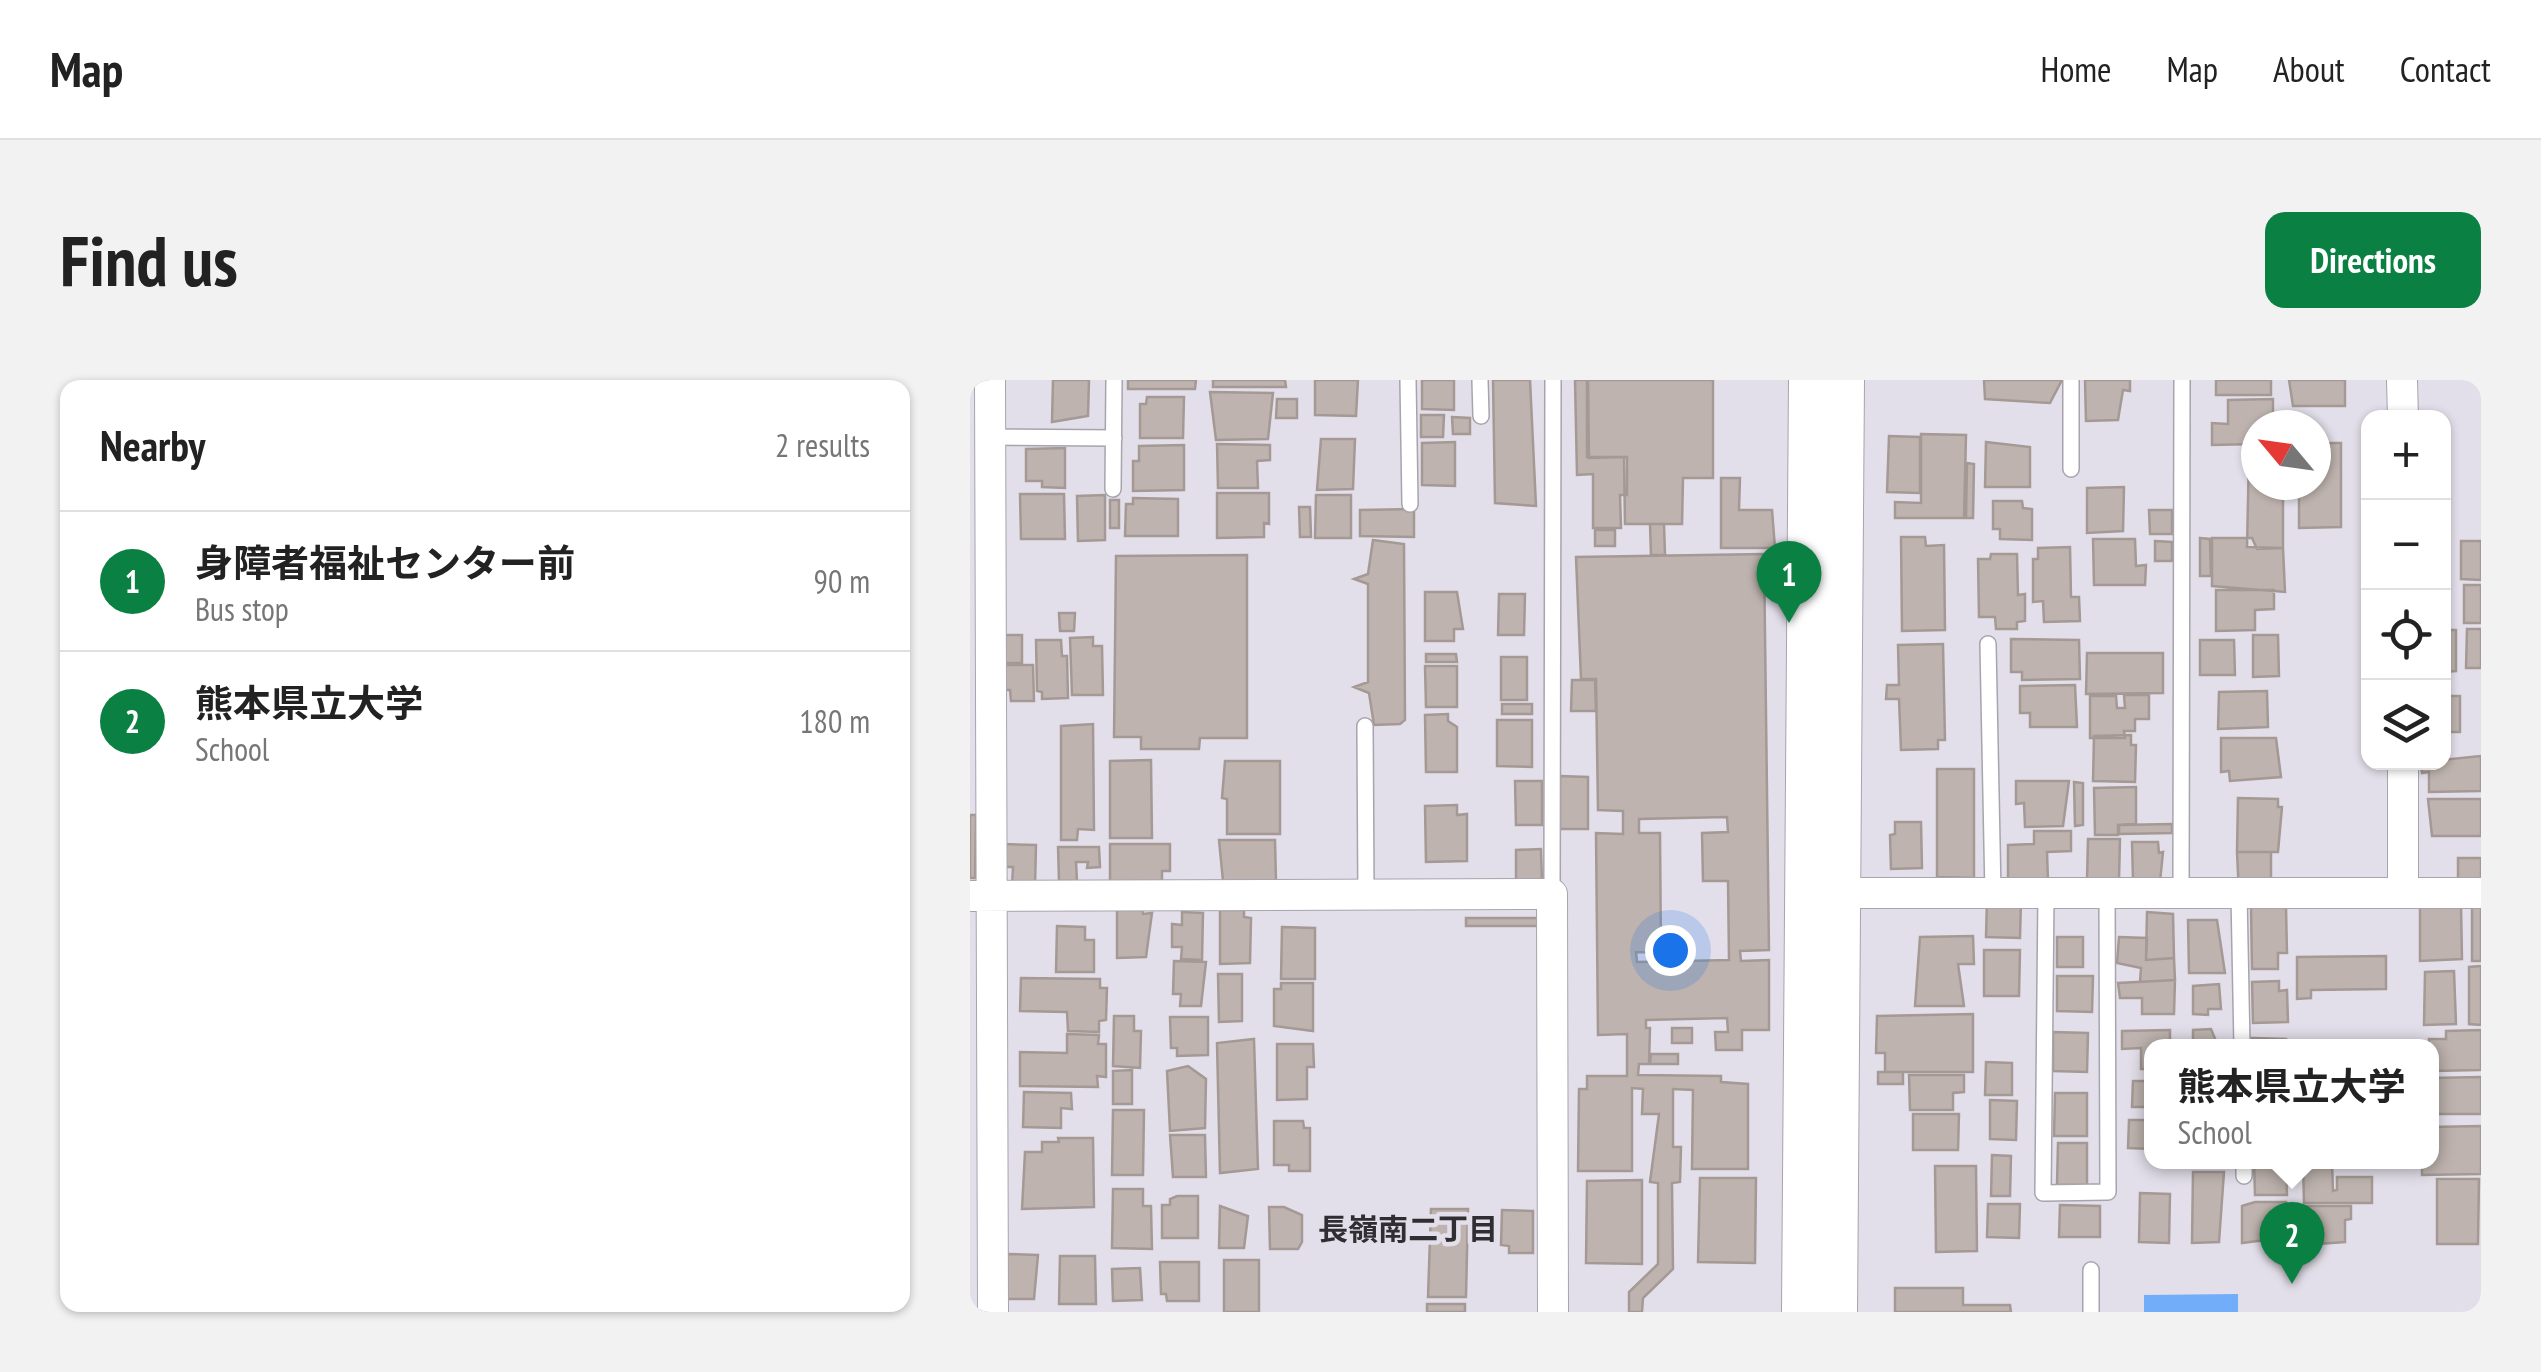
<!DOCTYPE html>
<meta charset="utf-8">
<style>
:root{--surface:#fff;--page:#f2f2f2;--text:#222;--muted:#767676;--line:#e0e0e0;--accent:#0b8043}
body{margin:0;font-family:"PT Sans Narrow","Noto Sans JP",sans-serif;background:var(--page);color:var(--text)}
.controls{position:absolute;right:30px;top:30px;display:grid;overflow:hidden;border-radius:20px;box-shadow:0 2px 8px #0004}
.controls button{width:90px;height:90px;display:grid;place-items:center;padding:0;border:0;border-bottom:2px solid var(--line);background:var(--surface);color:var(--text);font:50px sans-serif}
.compass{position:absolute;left:1271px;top:30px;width:90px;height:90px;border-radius:50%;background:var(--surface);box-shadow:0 2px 8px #0004;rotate:299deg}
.you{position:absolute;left:700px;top:570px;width:35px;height:35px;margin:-25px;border:8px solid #fff;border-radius:50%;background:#1a73e8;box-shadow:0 0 0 15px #1a73e833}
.badge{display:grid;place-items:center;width:65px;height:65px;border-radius:50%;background:var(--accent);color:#fff;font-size:32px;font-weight:700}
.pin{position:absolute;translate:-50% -82px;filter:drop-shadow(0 2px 5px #0008)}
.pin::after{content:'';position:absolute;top:52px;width:35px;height:30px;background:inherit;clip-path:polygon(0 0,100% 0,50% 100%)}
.popup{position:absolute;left:1174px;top:659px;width:295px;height:130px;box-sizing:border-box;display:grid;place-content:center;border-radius:20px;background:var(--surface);filter:drop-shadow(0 2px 8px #0005);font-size:32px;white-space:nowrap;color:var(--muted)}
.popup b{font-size:38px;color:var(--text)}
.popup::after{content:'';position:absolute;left:50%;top:100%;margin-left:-20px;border:20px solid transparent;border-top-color:var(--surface)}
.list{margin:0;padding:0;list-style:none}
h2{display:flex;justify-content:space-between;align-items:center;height:130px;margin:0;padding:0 40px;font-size:42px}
h2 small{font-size:32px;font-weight:400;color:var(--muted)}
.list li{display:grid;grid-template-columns:65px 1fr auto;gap:30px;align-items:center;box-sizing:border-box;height:140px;padding:0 40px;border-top:2px solid var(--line)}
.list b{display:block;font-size:38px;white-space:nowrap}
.list p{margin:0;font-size:32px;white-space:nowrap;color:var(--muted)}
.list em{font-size:32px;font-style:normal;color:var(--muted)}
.icon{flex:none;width:55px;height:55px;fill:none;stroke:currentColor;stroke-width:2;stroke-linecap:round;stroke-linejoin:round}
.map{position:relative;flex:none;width:1511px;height:932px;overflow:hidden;border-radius:20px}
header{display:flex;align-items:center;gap:60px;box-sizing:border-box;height:140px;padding:0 50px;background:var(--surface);border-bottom:2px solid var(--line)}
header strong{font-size:48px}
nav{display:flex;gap:55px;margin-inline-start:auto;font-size:35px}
.intro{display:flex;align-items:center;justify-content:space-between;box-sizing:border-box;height:240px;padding:0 60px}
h1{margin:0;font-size:70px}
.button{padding:25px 45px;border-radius:20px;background:var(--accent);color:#fff;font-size:35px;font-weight:700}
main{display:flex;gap:60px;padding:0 60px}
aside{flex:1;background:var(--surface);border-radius:20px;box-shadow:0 2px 8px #0004}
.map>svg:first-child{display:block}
</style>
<header>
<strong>Map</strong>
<nav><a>Home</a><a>Map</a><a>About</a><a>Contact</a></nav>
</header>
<div class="intro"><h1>Find us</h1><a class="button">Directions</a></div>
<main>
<aside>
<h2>Nearby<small>2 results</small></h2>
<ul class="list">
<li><span class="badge">1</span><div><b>身障者福祉センター前</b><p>Bus stop</p></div><em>90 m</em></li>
<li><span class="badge">2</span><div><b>熊本県立大学</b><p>School</p></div><em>180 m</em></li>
</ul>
</aside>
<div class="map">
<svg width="1511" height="932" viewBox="0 0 1511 932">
<rect width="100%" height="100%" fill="#e3dfea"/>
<path fill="#72adf9" d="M1268 914V932H1174V915Z"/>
<path fill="#beb3ae" stroke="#a49994" stroke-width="2.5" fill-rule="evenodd" d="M83 0H119L118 36 82 42Z
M158 0H226L225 9H158Z
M243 0H315L316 7H243Z
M345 0H388L386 36 345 35Z
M452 0H484V30L452 29Z
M523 0H560L566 126 525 123Z
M605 0H618L619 78 657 77V115H650L651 148H623V94L607 95Z
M617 0H743V98H713L712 144H655L654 77H617Z
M1014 0H1092L1080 23 1015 19Z
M1115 0H1160V11L1153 10 1148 40 1116 41Z
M1246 0H1301V15H1246Z
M1319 0H1375V26H1323Z
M240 12 303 13 298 59 246 60Z
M177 17H214L213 58H170V24H176Z
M307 19H327V38H306Z
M1303 19V45H1286V64L1242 65V43L1258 44V20Z
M451 35H474L473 57H451Z
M482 37 500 38V54H483Z
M951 54 996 55 994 138H925V122L951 123Z
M919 56 950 57V113L917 112Z
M351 59H385L383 109 347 110Z
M485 62V106L452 105V63Z
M1016 62 1060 67V107H1015Z
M1346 63H1371V147L1329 148V105H1346Z
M247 64 300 65V80L287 81 288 108H248Z
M214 65V110L163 111V81H169V66Z
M95 68V108L72 107V101H56V69Z
M1279 73H1286V105H1313V168L1277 167Z
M997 83 1004 84 1003 138H996Z
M751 98H770L769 130H802L805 168H751Z
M1154 107 1153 151 1117 153V108Z
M247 113H299V144L294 143V157L247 158Z
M50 114H94L95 159H51Z
M135 115V160L108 161 107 116Z
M346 115H381V158H345Z
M163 118 208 119V156H155L156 124H163Z
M140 120H149V148H140Z
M1023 121H1052L1053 128 1062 129V160L1030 159V149H1023Z
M329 127H340L341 157H330Z
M444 129V157L390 156V130Z
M1179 130H1202V154H1180Z
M680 144H694L695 175H681Z
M625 150H645V166H625Z
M931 157H955L956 166 974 165 975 250 932 251Z
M1230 158 1240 159 1241 196H1230Z
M1242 158H1282L1287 169 1313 168 1315 212 1242 206Z
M1123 159H1165L1166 186 1176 185 1175 205H1124Z
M403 160 434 164 435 340 430 344 404 345 399 313 384 307 398 302V204L384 199 398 194Z
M1185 161 1202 162V181H1185Z
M1491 161H1511V200L1491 199Z
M1100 167 1101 217H1109L1110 241 1074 242 1073 221 1063 222V179H1068V168Z
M1474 171H1479V219L1474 220Z
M794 174 799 570 770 571 771 581 799 580V650H772V670H746L745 652H758L757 638 676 640V648H680L679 684H669L668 695 751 696V702L778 704V789H722L723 710 703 709V767H711L710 802 702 803 703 889 673 918 672 932H659V912L688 884V803L680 802 689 734H672L673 709 662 708V791H608L609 709H617V696H657V654L628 655 626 453 653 454V431L628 430 626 299H611L606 177ZM757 437 758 452 732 453 733 501H758L759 580 667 582 666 572 691 573 690 453H669V439Z
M1021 174H1047L1048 215 1055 214V241L1047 242V249H1026L1025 237H1009L1008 179H1020Z
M277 175V358H230L229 369H171V357H144L146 176Z
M1494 205H1511V243H1494Z
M1246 210H1304V229L1285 230V250L1246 251Z
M455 212H487L493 249H484V261H455Z
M529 214H555L554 255H528Z
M89 233H105L104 251H90Z
M1497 249H1511V288H1496Z
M1474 250H1486V291L1474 292Z
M32 255H52V283H32Z
M1283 255H1308L1309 296 1283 297Z
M123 257V266H132L133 315H102L100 258Z
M1041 259 1109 260 1110 299 1052 300V292H1041Z
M66 260H91L92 276H97L98 318 72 319V312L67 311Z
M1230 260H1264L1265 295H1230Z
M973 264 975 360H968V369L931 370 929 319H916L917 305H929L928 265Z
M1117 273H1193V313L1116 314Z
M456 274H486L487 282H456Z
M531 277H557V320H531Z
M34 285H63L64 321H41L40 310H34Z
M455 286H487V327H456Z
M602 300H625L626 331H601Z
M1105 305 1107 347H1060V333H1050V306Z
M1297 311 1298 347 1248 349 1249 312Z
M1154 315H1179V339H1165V351H1154L1155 358H1120V316H1146L1147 328H1155Z
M1474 316H1490V352H1474Z
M532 324H562V334H532Z
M478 334V341L487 347V392H456L455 335Z
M527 340H562V387L527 386Z
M123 344 124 450 108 449 107 460H91V346Z
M1161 355V365H1166L1165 402 1123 401 1124 356Z
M1251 358H1306L1311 397 1260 401 1259 391 1251 392Z
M1511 376V411L1459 412V392L1452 393 1451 382Z
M181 380 182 458H140V381Z
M255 381H310V454H257V419L252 418Z
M967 389H1004V498L967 497Z
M590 396 618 397V449H590Z
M545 401H572V445H546Z
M1046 401H1099L1093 446 1055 447 1054 423 1046 424Z
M1104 402 1113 403V445L1105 446Z
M1166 407V444L1148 445V455H1125L1124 408Z
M1268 418 1308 419V427H1312L1308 472H1267Z
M1458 419H1511V456H1462Z
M487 425V435L497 434V481L456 482 455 426Z
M0 435H6L5 498H0Z
M925 442H951L952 488 921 489 920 455 925 454Z
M1202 444V453L1149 454V445Z
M1064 451H1101V471L1077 472 1078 501 1038 500V465L1064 464Z
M1118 459H1150L1149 500H1117Z
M249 460H305L306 501H253Z
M1162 462H1188L1189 473 1193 472 1190 502 1163 501Z
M33 464 66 465 65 506H42L43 487H34Z
M140 464H200V491H192V503L140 504Z
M88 467H129L130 487 117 488 118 482H106L107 501H89Z
M571 469 572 502 546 503V470Z
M1267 472H1301V508L1269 514Z
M1488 478H1511V509H1488Z
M1017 520H1051L1050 558 1016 557Z
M1450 526H1491L1492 579 1450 581Z
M1502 526H1511V581H1502Z
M1281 527 1316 528 1317 573H1308V589H1282Z
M172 529 173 534 182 533 176 577 147 578V530Z
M250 530H274V537L281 538 280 583 250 584Z
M212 532 233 533 232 580 211 579 212 567H202V544L212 545Z
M1177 532 1203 534 1204 578 1176 580Z
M496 538H572V546H496Z
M1218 540H1247L1255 593H1219Z
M87 546 115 547V560H124V592H86Z
M312 547 345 548V599H311Z
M1003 556 1004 584H988L994 626H945L950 557Z
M1087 557H1113V587H1087Z
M1149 557 1177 558 1176 580 1204 578 1205 600 1170 602 1171 588 1147 583Z
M1014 570H1050L1049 616H1014Z
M1416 576V609L1341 610V618L1327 619V577Z
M204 581 236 582 231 626H210L211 614H203Z
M1511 586V645L1499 644V587Z
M1484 591 1486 644 1454 645 1455 592Z
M248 594H272V641L249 642Z
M1087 596H1123L1122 632 1087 631Z
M51 598 130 599V608H137L136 640 129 641V652L98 651 97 632 50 631Z
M1205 600 1204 634H1172V618H1150L1148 603Z
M1309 601V611L1317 610 1318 642 1283 643 1282 602Z
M311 603H343V651L304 646V609H311Z
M1249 604 1251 629H1238V635L1223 634V606Z
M1003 634V692H915V673H906L907 636Z
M144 636H164V651H171L170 688 143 686Z
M200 637H238V675L207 676V668H201Z
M702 648H722V663H702Z
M1241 649 1248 666H1223V650Z
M1200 650V666H1182V689H1171V668L1152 669V651Z
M1511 650V690L1462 691 1459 659H1476V651Z
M1083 652 1118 653 1117 692 1083 691Z
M97 654 129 655 128 664H136V697L127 696 128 707 50 706V672L97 673Z
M1282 658 1316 659V666H1282Z
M284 659 288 789 250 793 247 663Z
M307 664H343L344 687H337V719L307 720Z
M681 674H708V684H680Z
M1016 682 1042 683V715H1015Z
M218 686 236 699 235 748 200 751 197 691Z
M162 690V724H143V691Z
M908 692H933V704H908Z
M939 695H994V712L983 713V730H940Z
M1511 697V734H1462V698Z
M1163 701H1182V727H1162Z
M54 712 101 713 102 729 91 728V748L53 747Z
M1085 713H1117V756H1084Z
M1020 720 1047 721 1046 760 1020 759Z
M143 730H174L173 795H142Z
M943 734H989L988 770H943Z
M1159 740H1182V769L1158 768Z
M304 741H333L334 748H340V791H319V785H304Z
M1511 746V794L1452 795V782H1462V747Z
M200 755H235L236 797H203Z
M88 758H123L124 827 52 829 55 772H72V762H89Z
M1088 763H1117V805H1087Z
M1022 775 1041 776 1040 816H1021Z
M1284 782H1316L1317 815H1285Z
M1333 782H1362L1363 811 1367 810V797H1402V823H1334Z
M965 786H1006L1007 871 966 872Z
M1223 792H1254L1249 862 1222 863Z
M730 798H786L785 883 728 882Z
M1467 799H1509L1508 864H1467Z
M672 800V884L616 883 617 801Z
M143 809H173V826H181L182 869 142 868Z
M1170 813 1200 814 1199 863 1169 862Z
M207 816H228V858H192V825H200V819Z
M1285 822H1316L1317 857 1272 863V826Z
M1018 824H1050L1049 858 1017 857Z
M1090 825 1130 826V857H1089Z
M250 826 278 836 274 868H249Z
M1334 826H1381V839L1375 840V862L1334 865Z
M299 827H314L332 835V862L328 869H300Z
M461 829H498L496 917H458Z
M532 830 563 831V873H539V866L531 865Z
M37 874 68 875 64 919H35Z
M90 876H125L126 924H89Z
M254 880H289V932H254Z
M190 882H229V921H197L196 914H191Z
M170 888 172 920 143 921 142 889Z
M925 908H993V925H1040L1041 932H925Z
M457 924H495V932H457Z"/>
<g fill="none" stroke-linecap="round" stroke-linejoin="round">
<defs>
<path id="service" d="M438 0 440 124
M510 0 511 36
M1101 0V89
M20 57 144 58
M143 109 144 0
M1018 264 1023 514
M395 346 396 515
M582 514 583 0
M1076 514 1073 813 1138 812 1137 513
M1211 514 1212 0
M1269 514 1272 666
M1274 782V796
M1121 932V890"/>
<path id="minor" d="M20 0 23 932
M1432 0 1433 38
M1433 382V513
M849 513H1511
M0 516 582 514 583 932"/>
<path id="tertiary" d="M831 932 838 0
M868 932 875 0"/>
</defs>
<use href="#service" stroke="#a7a4ae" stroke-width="18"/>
<use href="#minor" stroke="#a7a4ae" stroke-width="32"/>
<use href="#tertiary" stroke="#a7a4ae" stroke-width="40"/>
<use href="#service" stroke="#fff" stroke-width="15"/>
<use href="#minor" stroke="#fff" stroke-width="30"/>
<use href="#tertiary" stroke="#fff" stroke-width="38"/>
</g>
<g text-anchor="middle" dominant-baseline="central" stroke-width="9" stroke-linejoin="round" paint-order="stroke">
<g font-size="30" font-weight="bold" fill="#302e32" stroke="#e3dfea">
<text x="438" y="848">長嶺南二丁目</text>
</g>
</g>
</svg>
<div class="controls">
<button>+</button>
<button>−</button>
<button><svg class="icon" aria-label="locate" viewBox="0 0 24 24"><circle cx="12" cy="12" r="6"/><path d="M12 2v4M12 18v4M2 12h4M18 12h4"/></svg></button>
<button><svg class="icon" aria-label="layers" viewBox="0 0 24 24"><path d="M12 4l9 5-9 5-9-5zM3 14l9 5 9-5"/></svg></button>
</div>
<svg class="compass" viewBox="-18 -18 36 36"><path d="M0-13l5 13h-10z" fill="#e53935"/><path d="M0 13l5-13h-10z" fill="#767676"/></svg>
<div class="you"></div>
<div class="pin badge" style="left:819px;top:243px">1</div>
<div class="pin badge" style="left:1322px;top:904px">2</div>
<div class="popup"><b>熊本県立大学</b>School</div>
</div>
</main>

⁂

> _WHAT TO DO_: Identify the lines in the records above that contain the word "position", then state how many there are and nothing more.

> _EXERCISE RESULT_: 8